The film also explored the concept of butterfly effect (an idea about how a small incident causes larger effects), where in a scene that Jil (Siddharth) had this idea referring to a song "Oh Butterfly" from Meera (1992). However, there was a scene which had a flap of a butterfly's wing sets off a series of events, and some sequences referred this concept. The film's only female cast member, Jasmin Bhasin, played the role of Sonu Sawant, a Mumbai-based actress who offered a role in a Tamil film, despite being not familiar in Tamil. This eventually takes a dig at the stereotypical portrayal of women in Tamil cinema, where directors include North Indian actresses in Tamil films as heroines, eventually wanted the female lead to be fair and dumb (loosu ponnu). The film also had a connection with Karakattakkaran (1989). In a scene where Sananth reveals the backstory of his father, a former bus driver, who joined Deiva's gang, and had stole a pink-colour 1960 Chevrolet Impala belonging to 'Rolex' Rawther, along with the cash, and a heroine whom Rawther kidnapped. Siddharth, mockingly asked that his father had kept Soppanasundari, the previous owner of that car, according to Karakattakkaran plot.

Music

Vishal Chandrashekhar composed the soundtrack for Jil Jung Juk, which had five songs written by Vivek, Deeraj Vaidy and Siddharth. The initial script of the film had no songs, and Dheeraj approached Vishal only for composing the background score; a promotional song was eventually made, but in the process, Vishal had recorded five tracks for the album. The soundtrack featured vocals by Anirudh Ravichander, Santhosh Narayanan, Sean Roldan, Anthony Daasan, Andrea Jeremiah, Kavita Thomas. Siddharth and Radha Ravi, who were a part of the film's cast, had recorded two tracks respectively. On 10 November 2015, coinciding with Diwali, the music video of the promotional track "Shoot the Kuruvi" was launched by actor Salman Khan through YouTube. The rest of the songs and the full album released by prominent celebrities on the same day.
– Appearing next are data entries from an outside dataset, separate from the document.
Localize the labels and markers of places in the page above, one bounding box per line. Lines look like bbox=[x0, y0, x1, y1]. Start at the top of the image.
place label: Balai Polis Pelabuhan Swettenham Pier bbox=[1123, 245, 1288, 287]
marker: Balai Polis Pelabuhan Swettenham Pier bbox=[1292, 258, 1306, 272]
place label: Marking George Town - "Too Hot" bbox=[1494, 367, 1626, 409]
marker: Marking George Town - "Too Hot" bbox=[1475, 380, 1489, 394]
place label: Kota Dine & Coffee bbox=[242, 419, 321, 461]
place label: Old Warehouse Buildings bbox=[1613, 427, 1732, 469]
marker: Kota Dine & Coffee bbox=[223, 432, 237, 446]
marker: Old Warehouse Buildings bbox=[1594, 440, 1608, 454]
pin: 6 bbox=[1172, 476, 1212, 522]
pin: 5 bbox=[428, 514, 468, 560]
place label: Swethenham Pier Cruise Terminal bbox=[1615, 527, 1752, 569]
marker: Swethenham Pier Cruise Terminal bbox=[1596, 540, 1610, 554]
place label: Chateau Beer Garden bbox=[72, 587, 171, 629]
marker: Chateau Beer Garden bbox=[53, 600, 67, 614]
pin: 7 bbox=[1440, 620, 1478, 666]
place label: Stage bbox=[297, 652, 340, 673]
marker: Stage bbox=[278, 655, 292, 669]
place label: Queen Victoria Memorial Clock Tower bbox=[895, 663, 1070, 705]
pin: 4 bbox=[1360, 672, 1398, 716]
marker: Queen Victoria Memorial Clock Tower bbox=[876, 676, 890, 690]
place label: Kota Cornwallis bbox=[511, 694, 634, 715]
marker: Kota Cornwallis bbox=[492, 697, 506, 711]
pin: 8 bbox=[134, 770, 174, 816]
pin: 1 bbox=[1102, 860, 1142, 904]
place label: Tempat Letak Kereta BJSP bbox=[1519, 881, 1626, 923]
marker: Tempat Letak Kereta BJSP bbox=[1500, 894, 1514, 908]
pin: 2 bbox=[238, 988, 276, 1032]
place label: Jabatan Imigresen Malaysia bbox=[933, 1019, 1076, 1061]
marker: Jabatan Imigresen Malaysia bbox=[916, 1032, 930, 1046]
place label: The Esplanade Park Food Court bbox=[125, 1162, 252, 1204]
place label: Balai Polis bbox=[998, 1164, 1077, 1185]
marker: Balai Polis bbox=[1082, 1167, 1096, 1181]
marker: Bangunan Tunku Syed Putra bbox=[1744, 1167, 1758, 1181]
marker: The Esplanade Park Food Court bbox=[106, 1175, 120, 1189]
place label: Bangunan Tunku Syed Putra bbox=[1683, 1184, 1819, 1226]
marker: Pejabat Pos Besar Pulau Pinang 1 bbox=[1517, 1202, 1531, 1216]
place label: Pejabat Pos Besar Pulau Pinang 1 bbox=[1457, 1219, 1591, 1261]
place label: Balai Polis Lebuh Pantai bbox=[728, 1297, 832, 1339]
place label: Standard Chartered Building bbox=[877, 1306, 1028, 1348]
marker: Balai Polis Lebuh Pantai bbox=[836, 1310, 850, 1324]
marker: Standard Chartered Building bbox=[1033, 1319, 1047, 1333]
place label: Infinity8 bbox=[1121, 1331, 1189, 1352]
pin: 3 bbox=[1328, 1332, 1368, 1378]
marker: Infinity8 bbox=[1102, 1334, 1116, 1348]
A critic from Behindwoods praised the composer for delivering all the songs in a quirky and unconventional western genre; he called the album as "truly international" and rated 3.25 out of five. Writing for BollywoodLife.com, H Shivakumar called the liberal mixture of EDM, jazz, contemporary R&B, rock, dubstep and Western folk as "fantastic" but criticised the lyrical similarities in the songs; he gave verdict saying "the album is quirky and catchy and does not deviate from the film's theme" with a rating of three-and-a-half out of five. Vipin Nair of Music Aloud said the soundtrack is "wacky, but highly imaginative and engaging", assigned a score of 8.5 (out of 10) while Karthik Srinivasan of Milliblog stated the soundtrack as "impressive".

Marketing and release 
Jil Jung Juk was first revealed to the public by launching the first look and teaser in November 2015. Following the wide response for the teaser, in mid-November 2015, Siddharth announced that the film will have a theatrical release worldwide on 25 December 2015, coinciding with Christmas. However, following the 2015 South Indian floods that occurred during early-December, Siddharth announced that the theatrical release of the film will be postponed to 2016, as he and his team had to work on relief measures for the people who were affected by the flood. The trailer of the film was released by S. S. Rajamouli, on the eve of Pongal (14 January 2016), further adding that the film will be released worldwide on 12 February 2016, which also coincided with the eve of Valentine's Day.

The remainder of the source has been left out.